The authors find that products are more accessible, evaluated more favorably, and chosen more
frequently when the surrounding environment contains more perceptually or conceptually related
cues. More frequent exposure to perceptually or conceptually related cues increases product
accessibility and makes the product easier to process. These results support the hypothesis that
conceptual priming effects can have a strong impact on real-world consumer judgments.
Introduction
In this article, we examine how repeated incidental exposure to features of the everyday
environment can influence product evaluation and choice. We hypothesize that exposure to
environmental cues repeatedly “prime” perceptually or conceptually related product representations
in memory. In turn, the resultant ease of processing the product representation can cause increases
in product evaluation, purchase likelihood, and choice.
First, we examine whether consumers whose environments contain more perceptually or
conceptually related cues evaluate products more positively and choose them more often.

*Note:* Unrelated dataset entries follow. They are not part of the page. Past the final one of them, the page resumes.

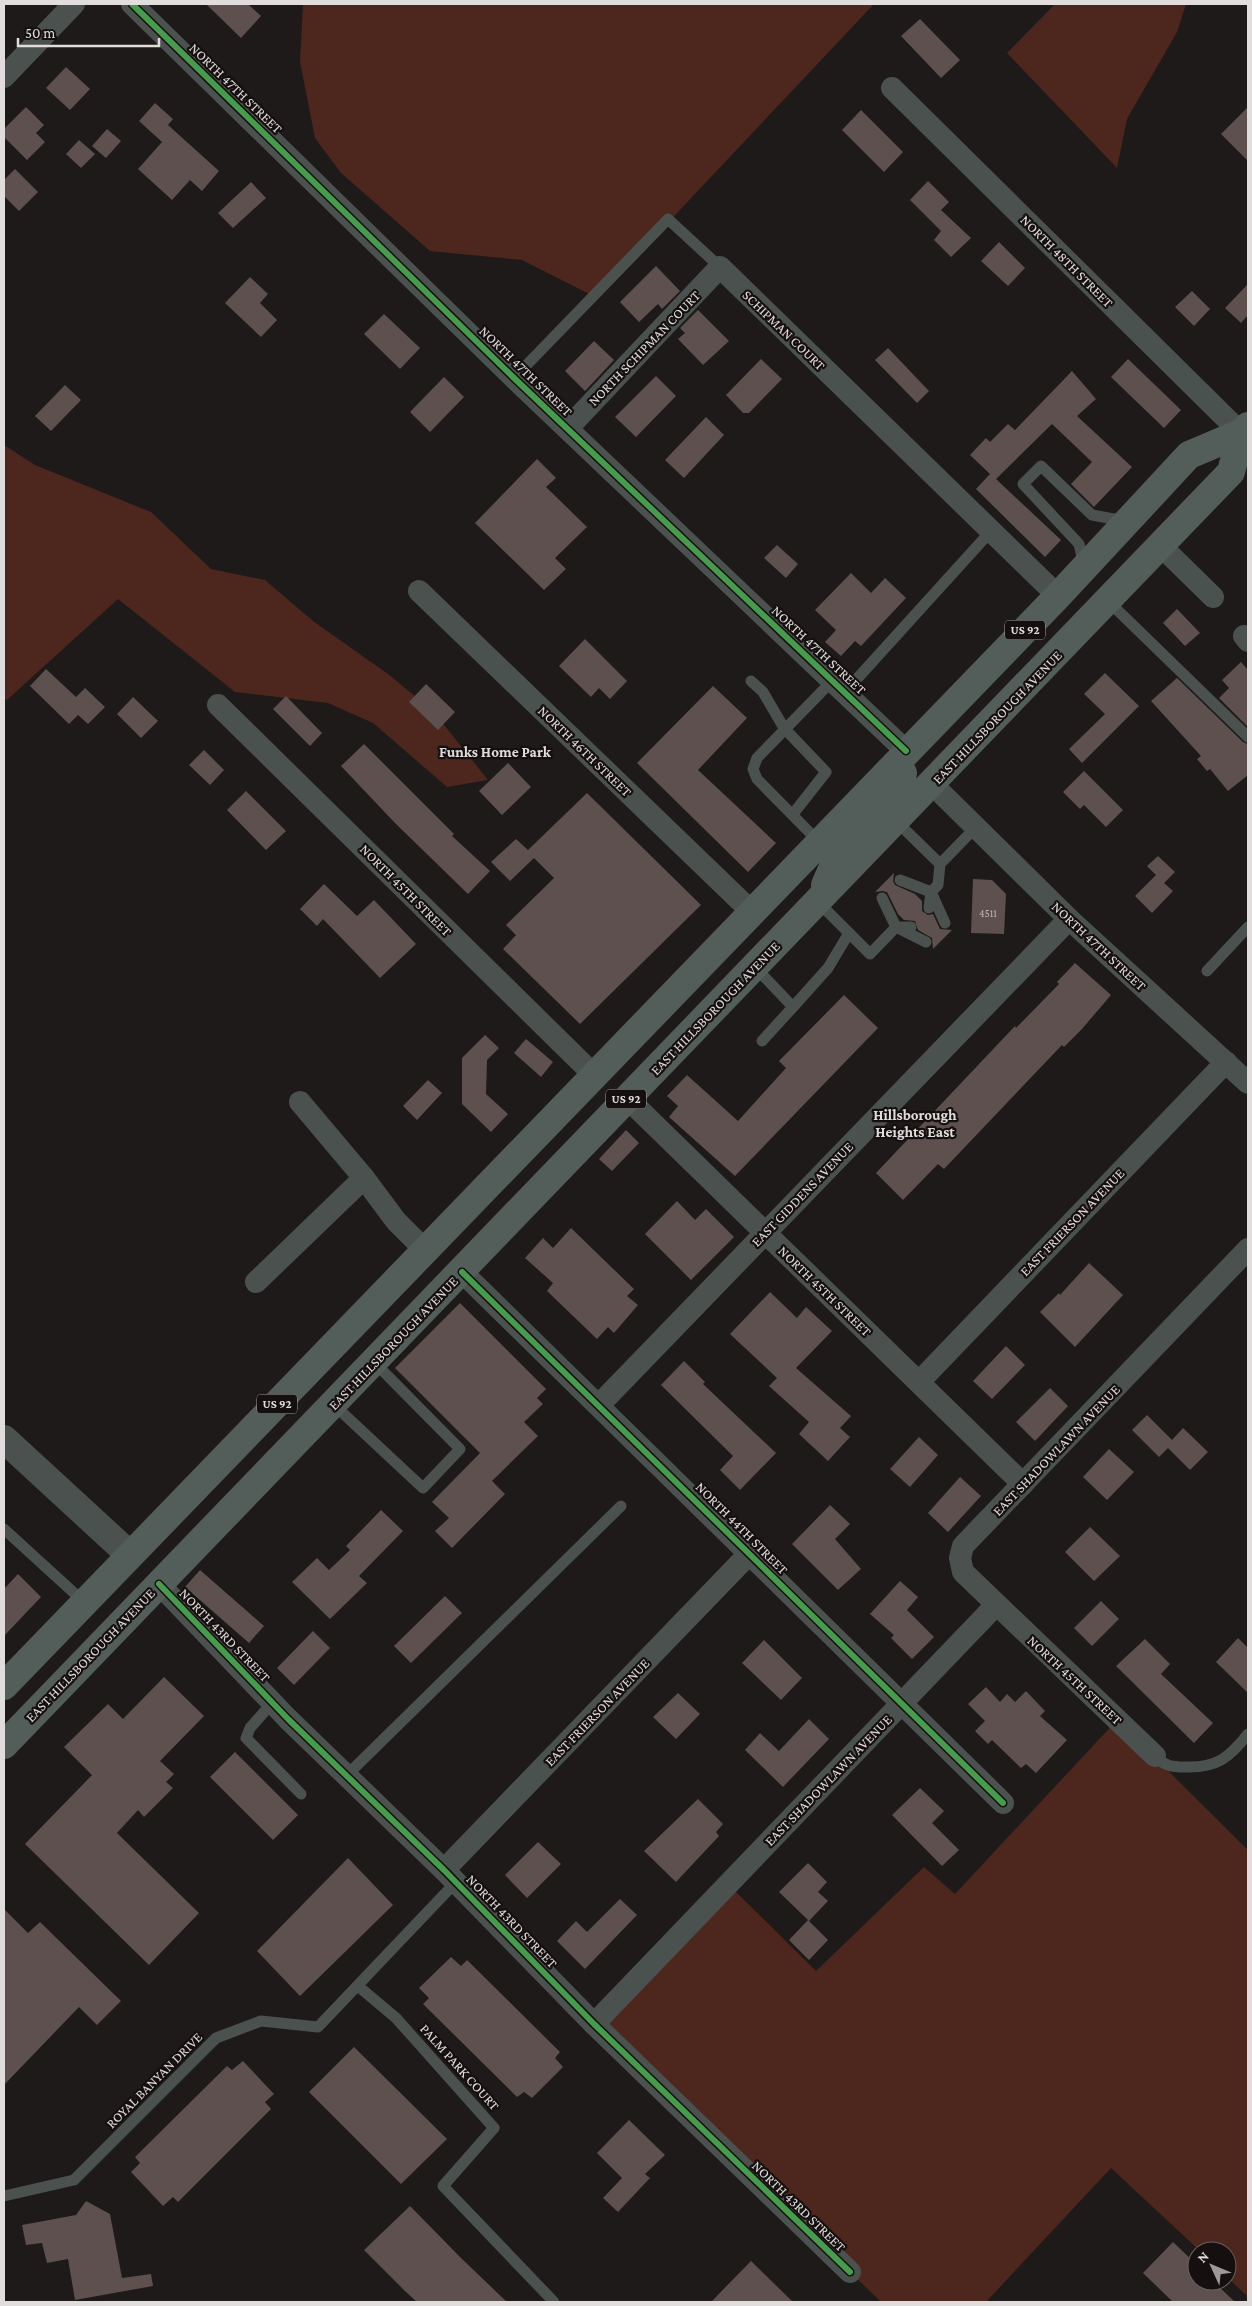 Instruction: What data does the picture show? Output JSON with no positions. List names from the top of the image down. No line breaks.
{"streets":{"main road":["US 92","EAST HILLSBOROUGH AVENUE"],"street":["NORTH 47TH STREET","NORTH 48TH STREET","SCHIPMAN COURT","NORTH SCHIPMAN COURT","NORTH 46TH STREET","NORTH 45TH STREET","EAST GIDDENS AVENUE","EAST FRIERSON AVENUE","EAST SHADOWLAWN AVENUE","NORTH 44TH STREET","NORTH 43RD STREET"],"lane":["PALM PARK COURT","ROYAL BANYAN DRIVE"]},"crossings":[["NORTH 47TH STREET","SCHIPMAN COURT"],["NORTH 47TH STREET","NORTH SCHIPMAN COURT"],["NORTH 47TH STREET","US 92"],["NORTH 47TH STREET","EAST HILLSBOROUGH AVENUE"],["NORTH 47TH STREET","EAST GIDDENS AVENUE"],["NORTH 47TH STREET","EAST FRIERSON AVENUE"],["NORTH 48TH STREET","US 92"],["NORTH 48TH STREET","EAST HILLSBOROUGH AVENUE"],["SCHIPMAN COURT","NORTH SCHIPMAN COURT"],["SCHIPMAN COURT","US 92"],["US 92","EAST HILLSBOROUGH AVENUE"],["US 92","NORTH 46TH STREET"],["US 92","NORTH 45TH STREET"],["EAST HILLSBOROUGH AVENUE","NORTH 45TH STREET"],["EAST HILLSBOROUGH AVENUE","NORTH 44TH STREET"],["EAST HILLSBOROUGH AVENUE","NORTH 43RD STREET"],["NORTH 45TH STREET","EAST GIDDENS AVENUE"],["NORTH 45TH STREET","EAST FRIERSON AVENUE"],["NORTH 45TH STREET","EAST SHADOWLAWN AVENUE"],["EAST GIDDENS AVENUE","NORTH 44TH STREET"],["EAST FRIERSON AVENUE","NORTH 44TH STREET"],["EAST FRIERSON AVENUE","NORTH 43RD STREET"],["EAST FRIERSON AVENUE","ROYAL BANYAN DRIVE"],["EAST SHADOWLAWN AVENUE","NORTH 44TH STREET"],["EAST SHADOWLAWN AVENUE","NORTH 43RD STREET"],["NORTH 43RD STREET","ROYAL BANYAN DRIVE"],["PALM PARK COURT","ROYAL BANYAN DRIVE"]],"districts":["Funks Home Park","Hillsborough Heights East"],"house_numbers":["4511"],"scale_bar":"50 m","north":"top left"} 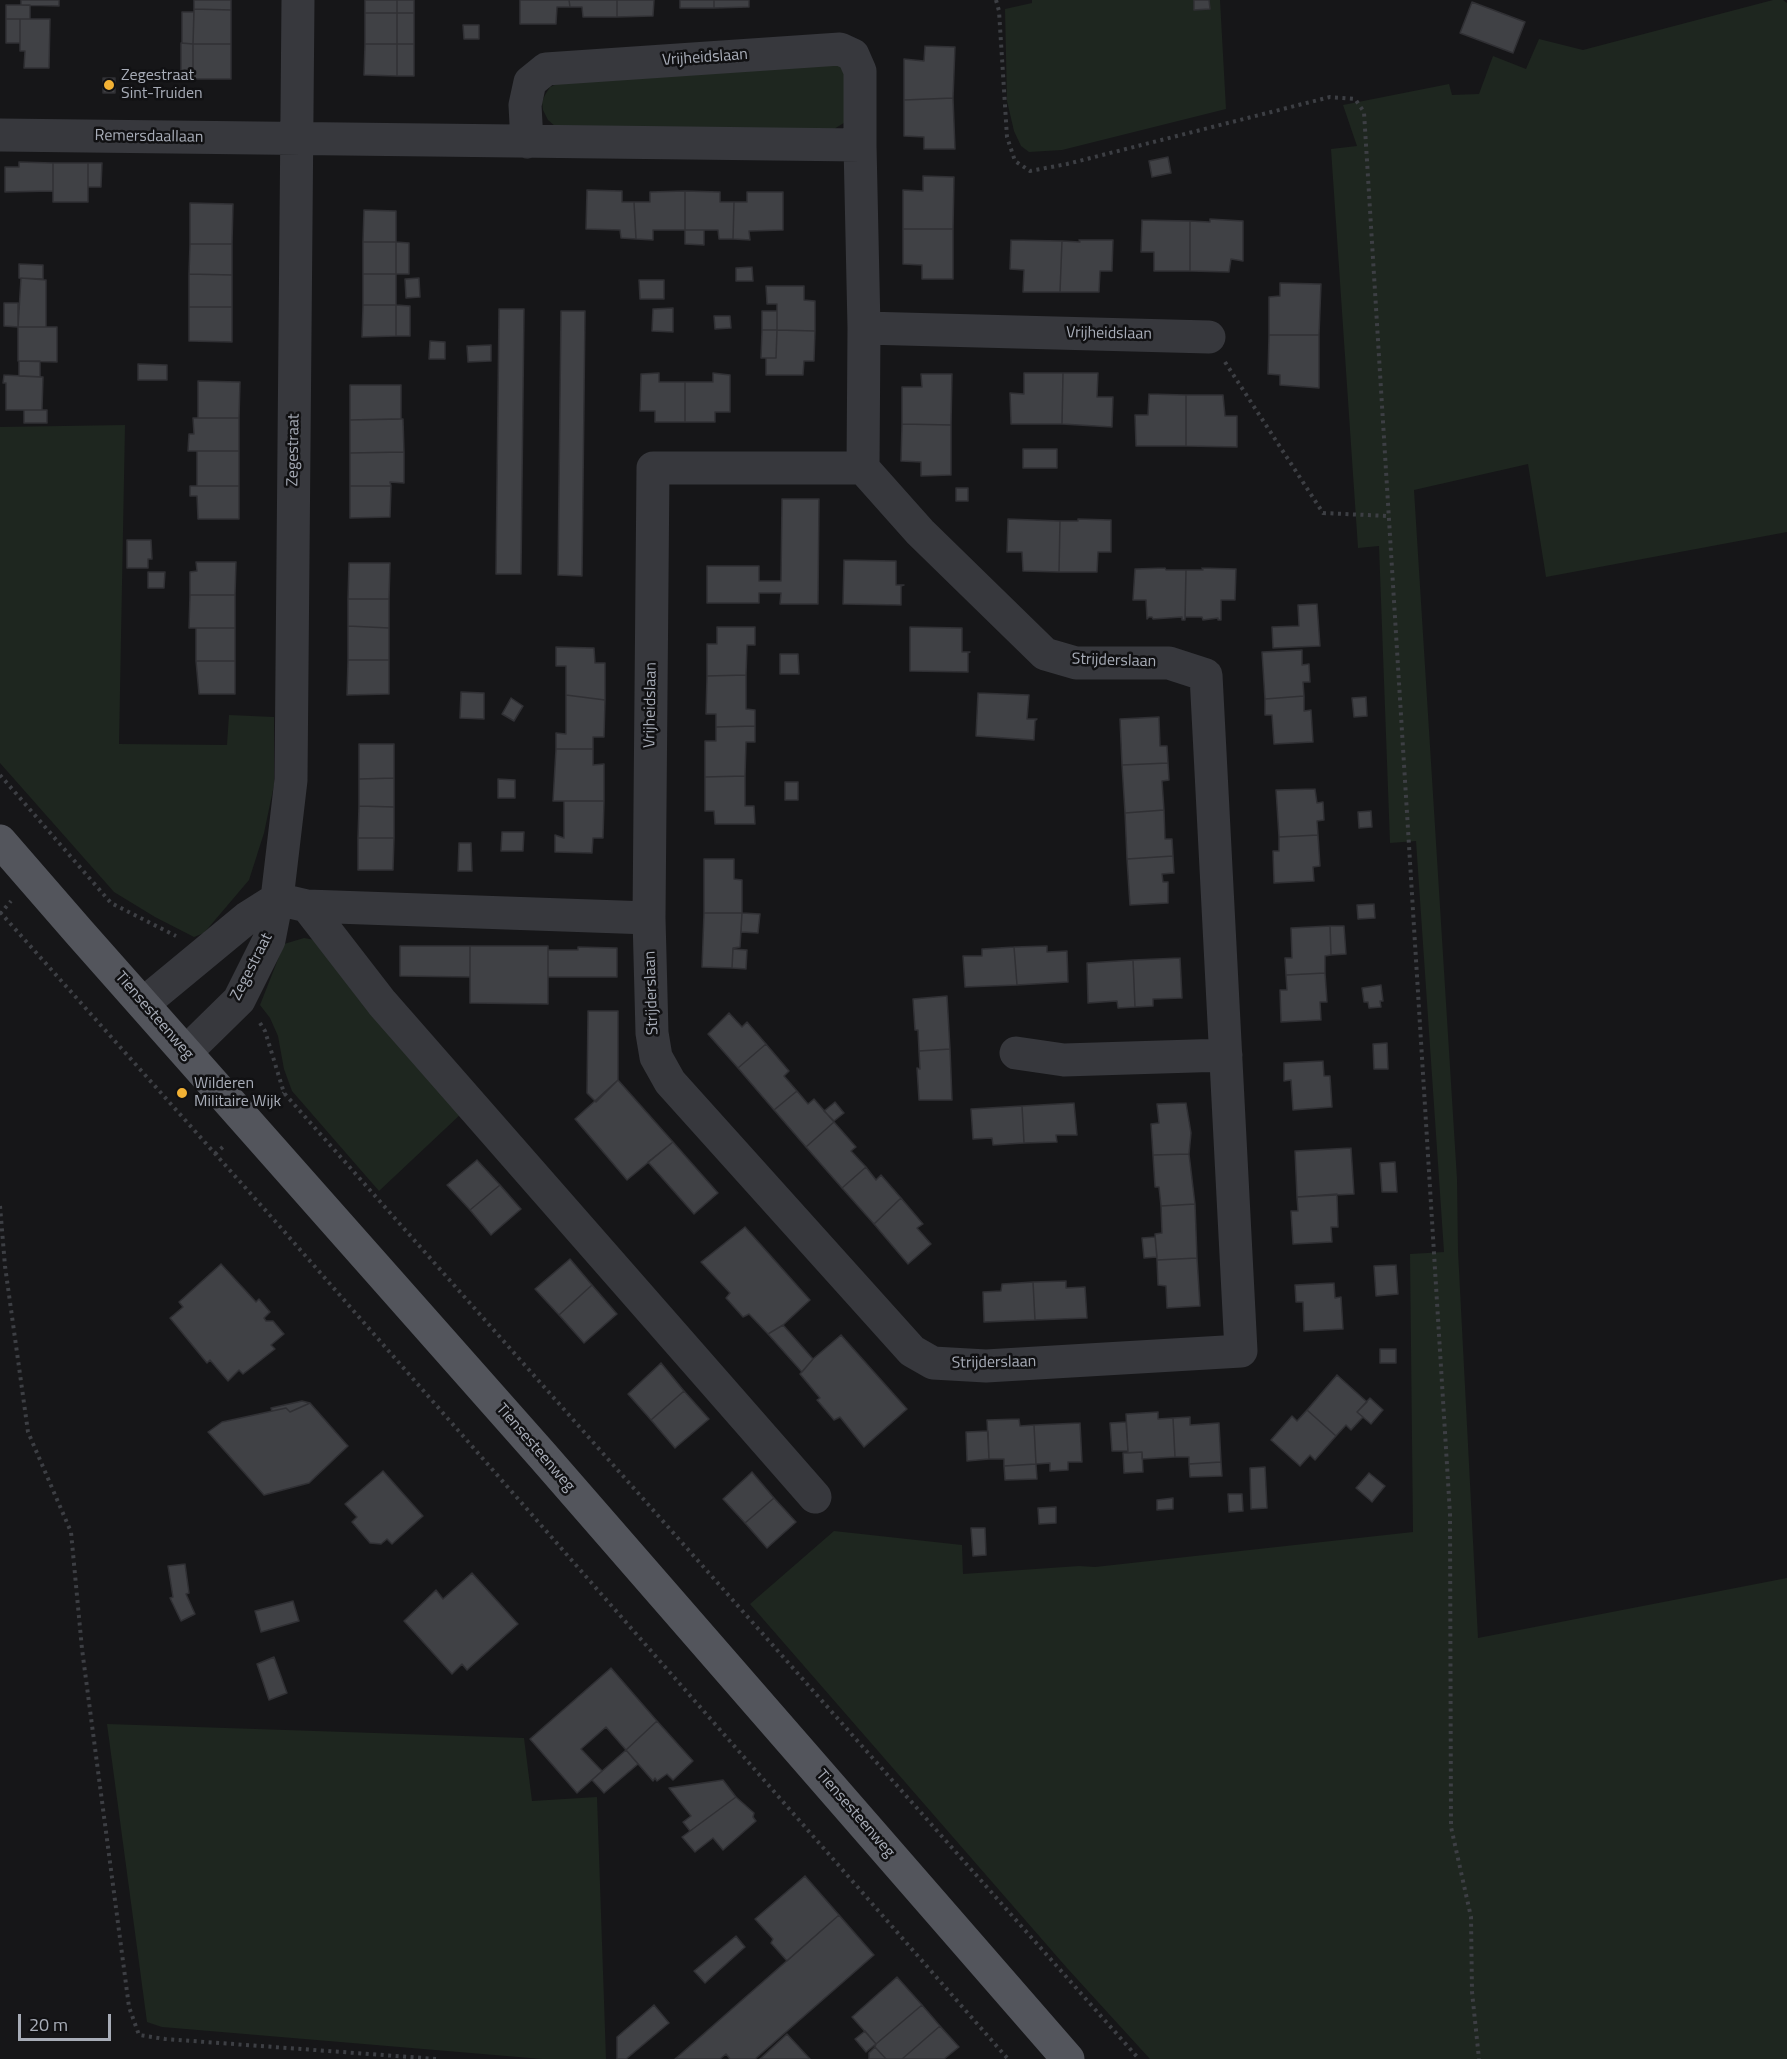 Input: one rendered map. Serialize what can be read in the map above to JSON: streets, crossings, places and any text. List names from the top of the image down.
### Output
{
  "streets": {
    "main road": ["Tiensesteenweg"],
    "street": [
      "Vrijheidslaan",
      "Remersdaallaan",
      "Zegestraat",
      "Strijderslaan"
    ]
  },
  "crossings": [
    ["Vrijheidslaan", "Strijderslaan"],
    ["Remersdaallaan", "Zegestraat"],
    ["Zegestraat", "Tiensesteenweg"]
  ],
  "places": ["Zegestraat Sint-Truiden", "Wilderen Militaire Wijk"],
  "scale_bar": "20 m"
}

Second, we examine the role of frequency of cue exposure in priming, hypothesizing that increased
exposure frequency leads to increases in evaluations of related products.
We also pursue several smaller objectives that contribute to the understanding of priming effects in
consumer environments. We examine whether such effects can arise through newly constructed
links between previously unrelated constructs (in addition to well-learned semantic links), whether
they occur for familiar brands (or only unfamiliar brands), and whether they can occur outside
conscious awareness.
Theoretical background
When concepts are activated through direct exposure, they are known to affect judgment and
decision making. People prefer objects they have previously encountered, but can similar effects
emerge for objects related to those that were previously encountered? Situational cues or primes
can automatically activate associated representations in memory, leading them to become more
accessible. Although most studies have focused on direct exposure, research also suggests that
product choice and evaluations can be influenced by exposure to perceptually or conceptually
related stimuli. Such findings are driven by increases in conceptual fluency that arise from exposure
to the predictive context. According to the discrepancy-attribution hypothesis, such processing ease
positively influences judgment only when the fluency is unexpected. So, indirect
exposure/conceptual priming (in contrast to direct exposure) may be especially likely to produce
positive judgments, because people are unlikely to attribute the fluency to exposure to a seemingly
irrelevant object.
Current research
The current research investigates the impact of incidental exposure to everyday environmental cues
on product evaluation and choice.
H1: Products are more accessible when consumers are frequently exposed to real-world stimuli with
perceptual or conceptual links to those products.
H2: Products are more likely to be chosen if consumers are frequently exposed to real-world stimuli
with perceptual or conceptual links to those products.